= William James Scott =

Scottish-born Canadian politician (1812–1882)

William James Scott (1812–1882) was a Scottish-born farmer and political figure in Canada West. He represented South Waterloo in the Legislative Assembly of the Province of Canada from 1858 to 1861 as an independent Conservative. In Scotland he was referenced as Lord Campfield.

==Canada years==
A native of Aberdeen, Scott came to Canada in 1832 and purchased a lot from Absalom Shade. He built a sawmill and flour mill which formed the basis for the village of New Hamburg.

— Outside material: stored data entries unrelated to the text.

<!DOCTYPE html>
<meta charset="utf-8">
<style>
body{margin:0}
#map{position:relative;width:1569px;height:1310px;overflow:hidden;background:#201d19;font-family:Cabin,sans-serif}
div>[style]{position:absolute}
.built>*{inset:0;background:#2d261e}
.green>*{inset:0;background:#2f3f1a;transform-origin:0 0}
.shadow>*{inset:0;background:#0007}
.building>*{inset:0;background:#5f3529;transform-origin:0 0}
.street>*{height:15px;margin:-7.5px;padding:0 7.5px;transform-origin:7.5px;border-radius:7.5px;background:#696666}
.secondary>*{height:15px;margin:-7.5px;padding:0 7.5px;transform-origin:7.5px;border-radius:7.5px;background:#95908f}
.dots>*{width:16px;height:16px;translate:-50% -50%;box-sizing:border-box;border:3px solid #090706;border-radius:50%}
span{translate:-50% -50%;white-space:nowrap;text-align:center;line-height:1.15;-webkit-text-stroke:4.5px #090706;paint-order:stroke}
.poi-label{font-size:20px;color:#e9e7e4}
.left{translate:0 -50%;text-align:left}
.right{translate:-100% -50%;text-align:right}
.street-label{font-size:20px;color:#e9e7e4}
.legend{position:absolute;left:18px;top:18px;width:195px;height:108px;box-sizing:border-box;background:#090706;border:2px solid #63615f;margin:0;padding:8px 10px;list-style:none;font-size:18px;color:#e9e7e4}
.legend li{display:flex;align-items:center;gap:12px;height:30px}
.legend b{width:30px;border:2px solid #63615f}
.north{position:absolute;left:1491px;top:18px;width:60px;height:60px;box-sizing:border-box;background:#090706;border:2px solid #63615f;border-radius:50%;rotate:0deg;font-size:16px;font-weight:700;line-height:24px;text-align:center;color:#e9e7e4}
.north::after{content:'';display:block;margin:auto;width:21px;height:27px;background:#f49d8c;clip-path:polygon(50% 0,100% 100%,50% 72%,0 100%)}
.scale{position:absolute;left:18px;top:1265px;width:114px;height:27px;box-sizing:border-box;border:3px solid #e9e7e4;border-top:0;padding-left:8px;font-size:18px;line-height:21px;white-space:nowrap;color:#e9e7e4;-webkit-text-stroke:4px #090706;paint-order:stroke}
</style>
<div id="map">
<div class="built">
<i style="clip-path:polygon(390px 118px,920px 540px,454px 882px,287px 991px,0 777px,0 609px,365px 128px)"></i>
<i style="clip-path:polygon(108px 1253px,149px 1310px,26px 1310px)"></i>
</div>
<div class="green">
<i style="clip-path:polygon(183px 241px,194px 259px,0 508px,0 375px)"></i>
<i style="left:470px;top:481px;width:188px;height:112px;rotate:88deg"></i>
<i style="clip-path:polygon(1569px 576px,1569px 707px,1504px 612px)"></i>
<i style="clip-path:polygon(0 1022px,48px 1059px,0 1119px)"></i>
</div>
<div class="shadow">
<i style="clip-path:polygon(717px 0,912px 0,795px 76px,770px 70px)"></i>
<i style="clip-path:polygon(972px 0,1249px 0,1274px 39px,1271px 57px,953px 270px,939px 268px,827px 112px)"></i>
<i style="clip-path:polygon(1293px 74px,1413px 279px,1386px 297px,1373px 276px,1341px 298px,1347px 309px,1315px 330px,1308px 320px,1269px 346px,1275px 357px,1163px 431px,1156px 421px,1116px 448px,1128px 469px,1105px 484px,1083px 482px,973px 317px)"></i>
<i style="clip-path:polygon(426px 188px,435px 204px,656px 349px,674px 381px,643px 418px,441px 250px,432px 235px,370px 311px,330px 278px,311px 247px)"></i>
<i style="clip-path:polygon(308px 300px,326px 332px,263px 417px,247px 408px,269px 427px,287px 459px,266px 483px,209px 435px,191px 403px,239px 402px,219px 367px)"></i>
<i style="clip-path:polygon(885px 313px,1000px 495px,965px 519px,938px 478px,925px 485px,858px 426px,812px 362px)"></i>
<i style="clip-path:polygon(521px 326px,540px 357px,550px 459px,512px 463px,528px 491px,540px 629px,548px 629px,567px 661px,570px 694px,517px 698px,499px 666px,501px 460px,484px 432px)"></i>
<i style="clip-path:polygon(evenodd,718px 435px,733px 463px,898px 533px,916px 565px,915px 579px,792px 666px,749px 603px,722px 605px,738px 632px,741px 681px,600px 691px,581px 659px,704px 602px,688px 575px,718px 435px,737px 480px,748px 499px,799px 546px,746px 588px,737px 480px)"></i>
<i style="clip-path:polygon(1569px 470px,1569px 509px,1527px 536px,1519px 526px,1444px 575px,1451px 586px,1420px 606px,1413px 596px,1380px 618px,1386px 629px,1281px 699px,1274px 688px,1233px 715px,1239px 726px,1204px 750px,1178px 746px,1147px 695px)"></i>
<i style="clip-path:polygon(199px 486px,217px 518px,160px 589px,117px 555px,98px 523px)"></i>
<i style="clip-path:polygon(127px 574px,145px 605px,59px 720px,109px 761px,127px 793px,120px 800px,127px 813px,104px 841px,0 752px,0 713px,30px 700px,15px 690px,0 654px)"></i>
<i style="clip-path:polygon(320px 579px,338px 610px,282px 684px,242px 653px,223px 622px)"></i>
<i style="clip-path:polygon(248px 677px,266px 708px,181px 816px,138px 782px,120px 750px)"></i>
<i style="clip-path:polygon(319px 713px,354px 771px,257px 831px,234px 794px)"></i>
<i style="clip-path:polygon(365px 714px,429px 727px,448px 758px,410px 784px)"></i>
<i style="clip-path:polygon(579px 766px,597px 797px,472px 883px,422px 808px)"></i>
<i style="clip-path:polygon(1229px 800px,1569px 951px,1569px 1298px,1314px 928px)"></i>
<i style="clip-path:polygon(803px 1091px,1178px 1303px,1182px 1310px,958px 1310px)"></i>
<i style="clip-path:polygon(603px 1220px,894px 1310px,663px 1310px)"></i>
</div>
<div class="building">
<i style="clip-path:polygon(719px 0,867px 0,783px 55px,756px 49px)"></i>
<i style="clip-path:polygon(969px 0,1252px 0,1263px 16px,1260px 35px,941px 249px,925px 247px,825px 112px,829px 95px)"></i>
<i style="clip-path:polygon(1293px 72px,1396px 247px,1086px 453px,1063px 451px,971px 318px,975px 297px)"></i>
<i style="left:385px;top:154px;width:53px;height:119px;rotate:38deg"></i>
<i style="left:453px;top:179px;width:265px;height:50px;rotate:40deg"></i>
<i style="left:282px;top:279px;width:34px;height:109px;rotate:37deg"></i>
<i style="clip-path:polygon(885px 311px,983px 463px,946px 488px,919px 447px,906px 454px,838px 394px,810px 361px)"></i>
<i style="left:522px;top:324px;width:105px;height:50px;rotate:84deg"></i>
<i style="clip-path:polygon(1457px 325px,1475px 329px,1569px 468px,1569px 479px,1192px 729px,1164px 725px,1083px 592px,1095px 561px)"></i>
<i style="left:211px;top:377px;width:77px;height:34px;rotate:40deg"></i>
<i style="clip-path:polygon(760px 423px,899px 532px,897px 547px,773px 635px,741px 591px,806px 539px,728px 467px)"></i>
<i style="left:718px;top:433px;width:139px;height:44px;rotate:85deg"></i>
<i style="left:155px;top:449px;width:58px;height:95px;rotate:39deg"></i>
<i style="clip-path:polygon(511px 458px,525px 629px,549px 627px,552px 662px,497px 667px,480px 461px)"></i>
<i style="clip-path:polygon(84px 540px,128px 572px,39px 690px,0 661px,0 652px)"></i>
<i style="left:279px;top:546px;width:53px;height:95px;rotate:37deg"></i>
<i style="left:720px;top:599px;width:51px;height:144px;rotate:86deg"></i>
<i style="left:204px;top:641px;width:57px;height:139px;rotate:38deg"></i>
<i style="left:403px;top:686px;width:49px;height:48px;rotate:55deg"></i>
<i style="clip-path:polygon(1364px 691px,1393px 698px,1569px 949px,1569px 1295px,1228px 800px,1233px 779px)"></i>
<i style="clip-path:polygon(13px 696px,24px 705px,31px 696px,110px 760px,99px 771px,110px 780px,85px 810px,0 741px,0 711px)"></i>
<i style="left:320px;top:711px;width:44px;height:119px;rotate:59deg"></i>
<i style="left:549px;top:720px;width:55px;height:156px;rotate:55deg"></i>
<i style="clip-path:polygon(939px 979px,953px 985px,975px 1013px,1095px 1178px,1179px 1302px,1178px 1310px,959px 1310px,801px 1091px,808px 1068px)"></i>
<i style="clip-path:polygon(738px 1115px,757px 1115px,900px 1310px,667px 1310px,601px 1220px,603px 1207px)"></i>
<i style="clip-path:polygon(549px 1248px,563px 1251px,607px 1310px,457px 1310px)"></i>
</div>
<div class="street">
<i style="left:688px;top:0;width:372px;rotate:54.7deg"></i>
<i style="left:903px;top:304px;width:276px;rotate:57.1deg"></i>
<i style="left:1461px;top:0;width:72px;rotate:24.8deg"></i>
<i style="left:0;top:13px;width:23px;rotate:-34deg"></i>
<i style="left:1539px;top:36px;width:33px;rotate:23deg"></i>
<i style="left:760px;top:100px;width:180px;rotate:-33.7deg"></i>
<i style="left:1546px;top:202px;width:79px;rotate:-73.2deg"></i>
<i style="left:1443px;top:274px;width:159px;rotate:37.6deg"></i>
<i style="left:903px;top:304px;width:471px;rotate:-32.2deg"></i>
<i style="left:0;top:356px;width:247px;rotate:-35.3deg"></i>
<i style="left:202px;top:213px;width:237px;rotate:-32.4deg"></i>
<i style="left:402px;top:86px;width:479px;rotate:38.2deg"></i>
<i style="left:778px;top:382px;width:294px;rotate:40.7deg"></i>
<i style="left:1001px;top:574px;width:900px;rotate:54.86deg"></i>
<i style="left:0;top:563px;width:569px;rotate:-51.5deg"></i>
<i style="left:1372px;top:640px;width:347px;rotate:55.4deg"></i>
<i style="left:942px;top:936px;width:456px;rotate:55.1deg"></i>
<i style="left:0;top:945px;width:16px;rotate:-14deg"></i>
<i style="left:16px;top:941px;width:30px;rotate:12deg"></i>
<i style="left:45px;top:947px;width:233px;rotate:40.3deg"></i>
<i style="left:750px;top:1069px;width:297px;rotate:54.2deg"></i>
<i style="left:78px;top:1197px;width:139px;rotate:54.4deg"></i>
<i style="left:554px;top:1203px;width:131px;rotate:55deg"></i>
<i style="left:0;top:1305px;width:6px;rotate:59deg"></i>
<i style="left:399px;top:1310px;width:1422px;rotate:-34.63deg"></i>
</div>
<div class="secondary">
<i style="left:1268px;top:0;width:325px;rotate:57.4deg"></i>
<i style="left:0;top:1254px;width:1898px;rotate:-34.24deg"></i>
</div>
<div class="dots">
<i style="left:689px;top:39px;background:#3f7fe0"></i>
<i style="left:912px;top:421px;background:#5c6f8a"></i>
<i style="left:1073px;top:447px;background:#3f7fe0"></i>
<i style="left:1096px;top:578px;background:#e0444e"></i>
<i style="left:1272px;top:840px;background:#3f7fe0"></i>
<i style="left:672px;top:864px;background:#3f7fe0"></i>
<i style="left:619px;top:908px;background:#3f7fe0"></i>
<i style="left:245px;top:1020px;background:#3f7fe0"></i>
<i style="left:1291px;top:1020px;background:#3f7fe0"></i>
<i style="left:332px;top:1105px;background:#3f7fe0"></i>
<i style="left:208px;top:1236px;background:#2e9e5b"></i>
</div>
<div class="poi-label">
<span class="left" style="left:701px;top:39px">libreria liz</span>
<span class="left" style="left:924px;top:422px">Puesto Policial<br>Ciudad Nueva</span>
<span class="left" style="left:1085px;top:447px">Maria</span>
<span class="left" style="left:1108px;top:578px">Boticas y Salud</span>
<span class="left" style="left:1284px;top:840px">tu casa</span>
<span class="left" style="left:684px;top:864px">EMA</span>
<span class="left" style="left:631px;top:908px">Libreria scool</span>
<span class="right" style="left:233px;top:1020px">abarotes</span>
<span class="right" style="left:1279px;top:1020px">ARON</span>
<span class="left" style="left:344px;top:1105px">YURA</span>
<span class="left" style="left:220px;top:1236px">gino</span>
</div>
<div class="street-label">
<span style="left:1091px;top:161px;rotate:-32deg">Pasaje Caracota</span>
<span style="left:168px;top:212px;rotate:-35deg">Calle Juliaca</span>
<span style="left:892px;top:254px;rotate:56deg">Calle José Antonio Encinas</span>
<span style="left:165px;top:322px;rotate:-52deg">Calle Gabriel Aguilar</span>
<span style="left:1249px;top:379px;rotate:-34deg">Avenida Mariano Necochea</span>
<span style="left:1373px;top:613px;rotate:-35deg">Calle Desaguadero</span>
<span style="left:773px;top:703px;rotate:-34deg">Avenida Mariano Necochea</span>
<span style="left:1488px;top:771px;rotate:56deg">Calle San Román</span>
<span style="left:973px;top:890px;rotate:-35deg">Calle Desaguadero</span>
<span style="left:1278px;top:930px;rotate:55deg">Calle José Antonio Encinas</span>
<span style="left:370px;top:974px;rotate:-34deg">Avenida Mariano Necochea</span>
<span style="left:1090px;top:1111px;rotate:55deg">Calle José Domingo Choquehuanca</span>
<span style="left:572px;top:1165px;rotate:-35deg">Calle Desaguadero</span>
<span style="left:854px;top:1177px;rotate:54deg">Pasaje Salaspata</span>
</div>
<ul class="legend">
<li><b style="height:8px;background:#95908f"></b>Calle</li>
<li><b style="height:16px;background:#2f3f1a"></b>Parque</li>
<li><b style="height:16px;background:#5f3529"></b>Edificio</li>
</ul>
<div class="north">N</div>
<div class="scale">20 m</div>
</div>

He served as postmaster for New Hamburg from 1851 to 1857. Scott also was a member of the first council for Wilmot Township, serving three years as reeve, and also served on the first Waterloo County council. He raised Devon cattle and helped found the county agricultural society. Scott also served as Lieutenant-Colonel for the local militia (likely part of the volunteer of the Non-Permanent Active Militia that existed in Upper Canada).

He built his home at 3332 Bleams Road East, New Hamburg, in 1858. It is now on the register of historic places.

==Later life==
In 1867, following his wife's death and estrangement from his daughter, Scott left Canada for New Zealand, where he settled in Paterangi becoming a wealthy landowner.